The Alaska Legislature is coming back to Juneau.
Gov. Bill Walker issued an official proclamation Thursday calling the Legislature into special session starting 10 a.m. Saturday, Oct. 24.
Unlike the budgetary special session called earlier this year, this session will take place in Juneau.
On the Legislature’s agenda will be two items dealing with the Alaska LNG project, which intends to build a natural gas pipeline from the North Slope to a refinery in Nikiski.
The first item is the buyout of TransCanada’s 25 percent interest in the gas pipeline. The second is a natural gas reserves tax intended to penalize gas producers if they fail to commit their gas to the pipeline project.
“Think of this tax as an Alaskan insurance policy for Alaska’s future,” Walker said in a video-recorded announcement. “If everything goes well, everybody puts gas into the project, then it’ll never be used, it’ll never be needed.”

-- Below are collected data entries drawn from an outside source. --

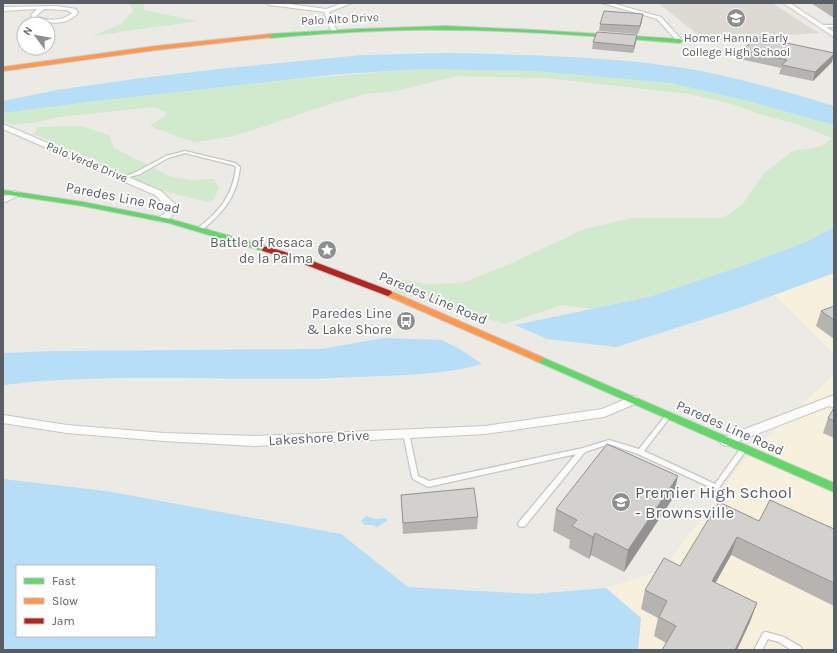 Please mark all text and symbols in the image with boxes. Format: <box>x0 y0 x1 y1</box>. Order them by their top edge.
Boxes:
school or university icon: Homer Hanna Early College High School <box>725 7 747 29</box>
street label: Palo Alto Drive <box>301 10 379 28</box>
north arrow <box>16 16 56 56</box>
text: N <box>20 24 36 38</box>
place label: Homer Hanna Early College High School <box>682 31 790 59</box>
street label: Palo Verde Drive <box>44 139 130 185</box>
street label: Paredes Line Road <box>65 179 181 217</box>
place label: Battle of Resaca de la Palma <box>210 234 313 267</box>
place icon: Battle of Resaca de la Palma <box>316 239 338 261</box>
street label: Paredes Line Road <box>376 268 490 328</box>
place label: Paredes Line & Lake Shore <box>306 305 392 338</box>
bus stop icon: Paredes Line & Lake Shore <box>395 310 417 332</box>
street label: Paredes Line Road <box>674 397 786 459</box>
street label: Lakeshore Drive <box>268 427 370 449</box>
place label: Premier High School - Brownsville <box>635 482 792 522</box>
school or university icon: Premier High School - Brownsville <box>610 491 632 513</box>
legend <box>16 565 156 637</box>
text: Fast <box>52 574 76 588</box>
text: Slow <box>52 594 78 608</box>
text: Jam <box>52 614 75 628</box>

As envisioned, the tax would be applied to gas left in the ground. If companies like ConocoPhillips, ExxonMobil and BP — the state’s three producing partners in AKLNG — pledge that gas to the pipeline project, it wouldn’t be taxed.
Rep. Sam Kito III, D-Juneau, called the gas reserves tax an “interesting concept.”
“I had not thought too much about it,” he said Thursday evening, “but it’s an interesting concept and I’m interested in taking a little closer look at it.”
He said that he’s interested to know whether “it’s something that will truly motivate production in a faster fashion.”
The TransCanada buyout, estimated to cost $80 million up front, would earn the state an average of $400 million more per year when the pipeline begins operating, according to state estimates.
TransCanada had been brought onto the AKLNG project (along with the three Big Oil partners) to spread out the cost of the project. In exchange for providing the state’s capital investment and its expertise in large projects, TransCanada is scheduled to receive a percentage of pipeline revenue.
In the special session announcement, Walker said he expects the buyout of TransCanada to be paid for with money from the state’s Constitutional Budget Reserve.
Accessing that reserve would require a three-quarters vote of the Alaska House and a three-quarters vote of the Alaska Senate. In an interview earlier this week, Senate President Kevin Meyer, R-Anchorage, expressed some concerns about using the CBR.
In an emailed statement, Sen. Dennis Egan, D-Juneau, said Juneau is ready to play its constitutional role when the third special session of the 29th Alaska Legislature begins at the end of October.
“By the time legislators arrive, the last cruise ship will have pulled out, so there are no more excuses,” Egan said in the statement. “Juneau is Alaska’s capital city, and I thank the governor for realizing how important that is. The welcome mat is out, the mics are hot, and Juneau is open for the public’s business.”